-- Work order --
Repeat, line for line, the entries below from the first line to the line containing "width:11px; height:11px; translate:-50%", counting both ends.

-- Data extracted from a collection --
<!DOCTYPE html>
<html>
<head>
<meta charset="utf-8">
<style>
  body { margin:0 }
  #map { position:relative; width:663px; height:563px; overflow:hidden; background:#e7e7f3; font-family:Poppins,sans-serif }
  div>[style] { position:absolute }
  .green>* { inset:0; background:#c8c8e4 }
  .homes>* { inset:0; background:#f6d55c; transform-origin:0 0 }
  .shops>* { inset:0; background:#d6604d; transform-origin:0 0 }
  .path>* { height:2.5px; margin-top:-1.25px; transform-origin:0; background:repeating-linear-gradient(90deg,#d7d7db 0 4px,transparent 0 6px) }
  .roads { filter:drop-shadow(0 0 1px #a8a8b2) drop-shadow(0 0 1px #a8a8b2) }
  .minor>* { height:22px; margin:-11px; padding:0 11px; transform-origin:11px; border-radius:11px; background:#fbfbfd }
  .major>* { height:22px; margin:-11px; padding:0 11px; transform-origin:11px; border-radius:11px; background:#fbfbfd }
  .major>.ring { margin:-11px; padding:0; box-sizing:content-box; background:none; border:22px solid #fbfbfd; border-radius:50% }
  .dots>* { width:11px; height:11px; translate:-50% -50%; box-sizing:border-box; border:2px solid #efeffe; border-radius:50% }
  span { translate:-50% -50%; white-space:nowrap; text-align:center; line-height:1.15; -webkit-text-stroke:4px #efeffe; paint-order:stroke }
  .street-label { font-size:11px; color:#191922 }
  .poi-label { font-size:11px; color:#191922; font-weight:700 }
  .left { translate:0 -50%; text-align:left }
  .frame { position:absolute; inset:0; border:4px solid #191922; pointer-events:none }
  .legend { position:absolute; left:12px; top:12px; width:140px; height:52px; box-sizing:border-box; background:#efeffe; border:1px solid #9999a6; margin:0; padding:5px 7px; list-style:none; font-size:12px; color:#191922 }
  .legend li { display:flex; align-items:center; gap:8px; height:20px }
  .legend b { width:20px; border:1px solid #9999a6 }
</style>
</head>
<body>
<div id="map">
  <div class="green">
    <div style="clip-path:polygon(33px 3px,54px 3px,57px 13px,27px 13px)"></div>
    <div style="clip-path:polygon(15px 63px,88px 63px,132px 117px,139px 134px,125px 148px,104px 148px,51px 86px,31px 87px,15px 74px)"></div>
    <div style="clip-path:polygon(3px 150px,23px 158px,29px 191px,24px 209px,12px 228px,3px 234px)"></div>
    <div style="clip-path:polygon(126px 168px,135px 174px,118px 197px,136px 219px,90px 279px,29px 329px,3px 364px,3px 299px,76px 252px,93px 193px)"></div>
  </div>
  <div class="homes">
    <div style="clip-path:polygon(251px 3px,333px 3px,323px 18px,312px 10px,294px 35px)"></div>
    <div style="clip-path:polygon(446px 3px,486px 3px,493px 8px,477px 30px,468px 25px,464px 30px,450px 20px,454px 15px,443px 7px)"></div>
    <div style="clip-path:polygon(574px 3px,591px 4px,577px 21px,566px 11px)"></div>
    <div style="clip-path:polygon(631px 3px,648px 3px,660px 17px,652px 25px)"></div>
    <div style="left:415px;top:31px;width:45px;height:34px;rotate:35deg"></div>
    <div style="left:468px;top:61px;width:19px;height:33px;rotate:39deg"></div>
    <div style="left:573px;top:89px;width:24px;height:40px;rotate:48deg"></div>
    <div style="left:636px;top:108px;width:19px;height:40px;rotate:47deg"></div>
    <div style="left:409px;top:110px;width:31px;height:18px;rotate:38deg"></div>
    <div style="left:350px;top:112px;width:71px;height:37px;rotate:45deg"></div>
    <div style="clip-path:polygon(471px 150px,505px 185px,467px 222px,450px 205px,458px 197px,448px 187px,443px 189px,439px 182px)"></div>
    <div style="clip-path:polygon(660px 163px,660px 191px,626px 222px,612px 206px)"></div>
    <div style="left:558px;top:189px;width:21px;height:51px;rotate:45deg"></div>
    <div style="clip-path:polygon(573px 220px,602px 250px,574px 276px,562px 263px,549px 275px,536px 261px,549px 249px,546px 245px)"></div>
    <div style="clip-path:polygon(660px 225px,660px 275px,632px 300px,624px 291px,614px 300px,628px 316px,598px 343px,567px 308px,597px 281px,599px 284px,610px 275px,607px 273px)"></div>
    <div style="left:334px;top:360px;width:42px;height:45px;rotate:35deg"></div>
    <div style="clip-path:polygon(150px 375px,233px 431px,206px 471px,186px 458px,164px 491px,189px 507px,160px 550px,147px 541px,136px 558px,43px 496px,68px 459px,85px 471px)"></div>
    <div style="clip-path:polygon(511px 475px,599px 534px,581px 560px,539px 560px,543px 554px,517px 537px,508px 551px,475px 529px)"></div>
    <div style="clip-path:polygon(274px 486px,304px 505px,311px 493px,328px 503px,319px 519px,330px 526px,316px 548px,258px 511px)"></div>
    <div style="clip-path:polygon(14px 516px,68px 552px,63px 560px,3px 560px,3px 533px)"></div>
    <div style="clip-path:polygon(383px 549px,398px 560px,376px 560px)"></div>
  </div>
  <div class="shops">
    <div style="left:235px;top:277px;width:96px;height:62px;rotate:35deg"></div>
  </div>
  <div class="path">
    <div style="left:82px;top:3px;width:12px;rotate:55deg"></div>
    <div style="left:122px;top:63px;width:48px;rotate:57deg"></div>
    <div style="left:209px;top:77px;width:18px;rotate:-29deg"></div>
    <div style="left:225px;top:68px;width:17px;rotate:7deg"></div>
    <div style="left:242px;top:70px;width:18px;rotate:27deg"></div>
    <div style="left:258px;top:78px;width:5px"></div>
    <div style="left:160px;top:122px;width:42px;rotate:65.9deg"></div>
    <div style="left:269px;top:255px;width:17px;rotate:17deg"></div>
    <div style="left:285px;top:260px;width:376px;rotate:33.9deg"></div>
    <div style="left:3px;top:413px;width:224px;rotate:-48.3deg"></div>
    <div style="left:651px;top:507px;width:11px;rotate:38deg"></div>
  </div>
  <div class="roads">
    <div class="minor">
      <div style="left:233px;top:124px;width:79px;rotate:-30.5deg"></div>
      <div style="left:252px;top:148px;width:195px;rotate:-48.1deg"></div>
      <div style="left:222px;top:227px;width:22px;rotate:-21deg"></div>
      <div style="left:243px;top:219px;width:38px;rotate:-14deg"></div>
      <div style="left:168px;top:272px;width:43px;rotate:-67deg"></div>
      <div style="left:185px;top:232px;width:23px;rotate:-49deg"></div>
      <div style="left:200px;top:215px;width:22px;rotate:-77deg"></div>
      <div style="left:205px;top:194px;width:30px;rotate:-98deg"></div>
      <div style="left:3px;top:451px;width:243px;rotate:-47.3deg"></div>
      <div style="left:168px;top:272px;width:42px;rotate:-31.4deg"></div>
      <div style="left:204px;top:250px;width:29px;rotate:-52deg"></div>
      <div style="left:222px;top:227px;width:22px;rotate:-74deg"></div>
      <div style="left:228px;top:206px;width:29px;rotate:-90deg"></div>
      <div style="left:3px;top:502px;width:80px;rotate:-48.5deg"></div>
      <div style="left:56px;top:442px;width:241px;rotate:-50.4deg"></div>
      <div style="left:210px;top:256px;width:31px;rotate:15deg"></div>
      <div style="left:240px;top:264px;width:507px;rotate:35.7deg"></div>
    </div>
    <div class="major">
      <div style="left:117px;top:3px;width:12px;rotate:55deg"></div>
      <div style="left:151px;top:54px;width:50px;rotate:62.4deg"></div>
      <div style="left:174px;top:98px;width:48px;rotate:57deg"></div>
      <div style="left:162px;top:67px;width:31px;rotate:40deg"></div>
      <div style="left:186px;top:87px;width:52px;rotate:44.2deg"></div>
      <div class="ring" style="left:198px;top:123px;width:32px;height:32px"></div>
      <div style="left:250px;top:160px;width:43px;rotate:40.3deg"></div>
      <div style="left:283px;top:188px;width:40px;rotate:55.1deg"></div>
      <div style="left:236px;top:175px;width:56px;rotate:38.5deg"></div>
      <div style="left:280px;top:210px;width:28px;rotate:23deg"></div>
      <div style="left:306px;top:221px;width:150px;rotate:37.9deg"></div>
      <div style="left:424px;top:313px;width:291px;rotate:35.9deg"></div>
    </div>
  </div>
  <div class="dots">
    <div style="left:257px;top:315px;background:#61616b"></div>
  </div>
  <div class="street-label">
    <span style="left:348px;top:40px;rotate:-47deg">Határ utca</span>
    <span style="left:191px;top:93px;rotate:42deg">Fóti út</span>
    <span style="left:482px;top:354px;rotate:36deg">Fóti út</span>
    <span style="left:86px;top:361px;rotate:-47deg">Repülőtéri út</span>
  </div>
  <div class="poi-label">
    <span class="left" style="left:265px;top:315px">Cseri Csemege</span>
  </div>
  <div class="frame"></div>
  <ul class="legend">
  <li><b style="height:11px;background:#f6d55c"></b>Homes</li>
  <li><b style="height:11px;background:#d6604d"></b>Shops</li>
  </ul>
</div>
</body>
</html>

-- Answer to this problem --
<!DOCTYPE html>
<html>
<head>
<meta charset="utf-8">
<style>
  body { margin:0 }
  #map { position:relative; width:663px; height:563px; overflow:hidden; background:#e7e7f3; font-family:Poppins,sans-serif }
  div>[style] { position:absolute }
  .green>* { inset:0; background:#c8c8e4 }
  .homes>* { inset:0; background:#f6d55c; transform-origin:0 0 }
  .shops>* { inset:0; background:#d6604d; transform-origin:0 0 }
  .path>* { height:2.5px; margin-top:-1.25px; transform-origin:0; background:repeating-linear-gradient(90deg,#d7d7db 0 4px,transparent 0 6px) }
  .roads { filter:drop-shadow(0 0 1px #a8a8b2) drop-shadow(0 0 1px #a8a8b2) }
  .minor>* { height:22px; margin:-11px; padding:0 11px; transform-origin:11px; border-radius:11px; background:#fbfbfd }
  .major>* { height:22px; margin:-11px; padding:0 11px; transform-origin:11px; border-radius:11px; background:#fbfbfd }
  .major>.ring { margin:-11px; padding:0; box-sizing:content-box; background:none; border:22px solid #fbfbfd; border-radius:50% }
  .dots>* { width:11px; height:11px; translate:-50% -50%; box-sizing:border-box; border:2px solid #efeffe; border-radius:50% }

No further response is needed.